The motive however, remains the same; geopolitical interest, the consolidation of power, and obscene economic gain.
The genocide in Gaza has been key in unmasking the lawless nature of empire, the masquerade is over. The ICJ, ICC, and UN Security Council hold no enforcing power when the aggressor defends the interests of American empire. (ICJ Gaza ruling, ICC Arrest Warrant Rejected).
A grotesque misstep of such catastrophic scale cannot go unnoticed on the world stage. Symbolic deterioration comes hand in hand with economic decline, and the loss of credibility is also the loss of material control. No wonder nations are beginning to realign, it has become obvious. The moment the illusion collapses, it is bound to change.
If we are to flip Lampedusa's dictum, the condition for change becomes sameness, or perpetuity. Power wears many masks, and if it were rightfully identified, it would quickly be targeted and toppled.
"Power is tolerable only on condition that it masks a substantial part of itself. Its success is proportional to its ability to hide its own mechanisms."
Michel Foucault, The History of Sexuality, Vol. 1, 1976
The mask of capitalist hegemony has fallen, change is underway. Multipolarity has long been brewing, and domestically, the system can no longer conceal its own decline⁵ ⁶ ⁷.

What now?
May you live in interesting times.
Apocryphal Chinese saying.
For better or worse, these are particularly interesting times. A moment in history when the cultural myths of old no longer sustain collective meaning, and crumbling hegemonic empires face real loss of command on the global stage. Power is being renegotiated in material terms, while meaning itself faces a crisis that demands new forms of narration.
The fragmentation and skepticism of postmodernism, which could only thrive under neoliberal hegemony, have reached saturation. Meta-narratives capable of acknowledging the collective have become an existential necessity. As maps are redrawn into a new iteration of the world, culture and meaning will inevitably arrive at novelty. Its form cannot be guaranteed. Yet, as Han reminds, liberation lies in daring to take part in narration itself, in remembering that the story must move forward.
The impulse of the future is the only way to overcome the despair of the present, the only force capable of breaking the stagnation that defines our time.
Culture is what has endured across millennia: the striving for beauty, truth, and justice. The belief in something greater than the individual.
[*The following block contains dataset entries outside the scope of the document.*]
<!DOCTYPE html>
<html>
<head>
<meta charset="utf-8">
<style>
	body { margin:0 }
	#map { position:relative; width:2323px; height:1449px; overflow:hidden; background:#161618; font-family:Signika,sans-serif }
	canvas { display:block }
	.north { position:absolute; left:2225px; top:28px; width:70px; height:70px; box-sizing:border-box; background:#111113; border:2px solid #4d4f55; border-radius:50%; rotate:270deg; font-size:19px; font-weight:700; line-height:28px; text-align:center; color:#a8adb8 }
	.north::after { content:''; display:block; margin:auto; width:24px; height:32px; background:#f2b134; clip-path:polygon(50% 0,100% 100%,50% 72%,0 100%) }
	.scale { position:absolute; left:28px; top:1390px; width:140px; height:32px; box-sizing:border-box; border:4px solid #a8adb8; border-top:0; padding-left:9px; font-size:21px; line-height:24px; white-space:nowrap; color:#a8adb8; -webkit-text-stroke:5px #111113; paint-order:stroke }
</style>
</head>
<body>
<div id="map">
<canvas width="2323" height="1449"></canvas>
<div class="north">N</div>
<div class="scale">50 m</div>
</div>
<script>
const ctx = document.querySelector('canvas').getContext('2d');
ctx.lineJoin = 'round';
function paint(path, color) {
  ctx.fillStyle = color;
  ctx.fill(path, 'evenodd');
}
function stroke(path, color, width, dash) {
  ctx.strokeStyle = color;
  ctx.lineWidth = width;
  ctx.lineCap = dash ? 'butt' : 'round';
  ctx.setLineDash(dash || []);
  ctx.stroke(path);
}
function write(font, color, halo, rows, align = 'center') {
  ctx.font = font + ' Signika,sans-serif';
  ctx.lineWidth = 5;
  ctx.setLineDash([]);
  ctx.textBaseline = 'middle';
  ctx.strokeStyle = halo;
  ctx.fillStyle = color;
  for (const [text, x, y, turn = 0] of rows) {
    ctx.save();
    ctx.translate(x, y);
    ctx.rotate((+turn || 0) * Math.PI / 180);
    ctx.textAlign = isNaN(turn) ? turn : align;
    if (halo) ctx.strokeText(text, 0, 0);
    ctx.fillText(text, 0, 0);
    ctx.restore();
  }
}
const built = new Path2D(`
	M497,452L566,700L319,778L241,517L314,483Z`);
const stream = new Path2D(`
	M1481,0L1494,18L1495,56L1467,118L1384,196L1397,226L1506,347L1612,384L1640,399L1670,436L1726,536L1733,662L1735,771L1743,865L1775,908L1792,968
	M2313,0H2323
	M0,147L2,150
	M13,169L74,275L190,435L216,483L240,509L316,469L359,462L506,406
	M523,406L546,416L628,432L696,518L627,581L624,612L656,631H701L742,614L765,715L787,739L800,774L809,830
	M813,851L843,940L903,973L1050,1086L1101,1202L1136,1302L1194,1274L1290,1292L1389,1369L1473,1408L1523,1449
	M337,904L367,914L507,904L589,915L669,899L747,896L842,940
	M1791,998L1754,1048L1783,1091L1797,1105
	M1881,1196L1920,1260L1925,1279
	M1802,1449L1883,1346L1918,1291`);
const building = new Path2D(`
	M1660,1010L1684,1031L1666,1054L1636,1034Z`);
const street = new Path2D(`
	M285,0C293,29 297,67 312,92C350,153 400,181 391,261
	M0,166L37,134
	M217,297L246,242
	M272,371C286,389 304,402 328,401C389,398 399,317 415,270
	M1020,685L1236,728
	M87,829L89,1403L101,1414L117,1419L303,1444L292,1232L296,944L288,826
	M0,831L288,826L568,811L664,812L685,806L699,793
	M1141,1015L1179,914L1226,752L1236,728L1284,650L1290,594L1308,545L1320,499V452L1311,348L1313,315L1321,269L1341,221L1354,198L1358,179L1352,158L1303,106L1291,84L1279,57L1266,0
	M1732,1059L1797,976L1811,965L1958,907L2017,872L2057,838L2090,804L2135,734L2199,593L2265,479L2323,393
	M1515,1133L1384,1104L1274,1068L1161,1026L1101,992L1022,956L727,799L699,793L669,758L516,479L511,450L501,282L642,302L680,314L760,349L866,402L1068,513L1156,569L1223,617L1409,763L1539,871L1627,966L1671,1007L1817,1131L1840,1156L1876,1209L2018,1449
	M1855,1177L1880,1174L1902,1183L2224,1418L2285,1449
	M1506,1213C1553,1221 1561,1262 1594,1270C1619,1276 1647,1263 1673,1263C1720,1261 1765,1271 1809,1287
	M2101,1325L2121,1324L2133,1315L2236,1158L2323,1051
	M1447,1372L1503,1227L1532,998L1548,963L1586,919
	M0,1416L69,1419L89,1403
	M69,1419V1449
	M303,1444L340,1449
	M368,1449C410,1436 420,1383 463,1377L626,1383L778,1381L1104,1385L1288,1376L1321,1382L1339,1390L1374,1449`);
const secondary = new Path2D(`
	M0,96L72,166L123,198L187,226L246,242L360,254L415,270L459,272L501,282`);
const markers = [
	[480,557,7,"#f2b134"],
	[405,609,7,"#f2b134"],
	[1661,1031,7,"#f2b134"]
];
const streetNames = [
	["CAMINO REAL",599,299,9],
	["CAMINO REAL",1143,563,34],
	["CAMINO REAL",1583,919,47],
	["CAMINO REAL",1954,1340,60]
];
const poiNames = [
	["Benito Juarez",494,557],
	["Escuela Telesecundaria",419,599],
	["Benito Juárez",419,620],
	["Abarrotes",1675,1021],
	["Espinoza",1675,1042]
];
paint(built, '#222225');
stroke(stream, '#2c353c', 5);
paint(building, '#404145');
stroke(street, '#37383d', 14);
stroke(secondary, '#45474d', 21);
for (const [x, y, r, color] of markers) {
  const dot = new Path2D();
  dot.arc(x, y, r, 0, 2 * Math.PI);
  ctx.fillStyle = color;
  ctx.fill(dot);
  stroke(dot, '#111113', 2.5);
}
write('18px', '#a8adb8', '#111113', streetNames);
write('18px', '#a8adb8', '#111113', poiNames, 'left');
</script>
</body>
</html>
The ability to imagine the world otherwise, and the unending search for novelty.

Notes & Further Reading
¹ Dick Hebdige, Subculture: The Meaning of Style (London: Methuen, 1979).
² Yochanan E. Bigman et al., "Algorithmic discrimination causes less moral outrage than human discrimination," Nature Human Behaviour 6 (2022): 157–164.
³ Mark Fisher, Capitalist Realism: Is There No Alternative? (Winchester: Zero Books, 2009).
⁴ Fredric Jameson, "Postmodernism, or The Cultural Logic of Late Capitalism," New Left Review 146 (1984): 53–92.
⁵ Emmanuel Todd, After the Empire: The Breakdown of the American Order (New York: Columbia University Press, 2003).
⁶ Nicholas Kitchen and Michael Cox, "Power, Structural Power, and American Decline," Cambridge Review of International Affairs 32, no. 6 (2019): 719–740.
⁷ "The New World Dis-Order in the Complexity of Multipolarity," Journal of Political Science Research 17, no. 2 (2020).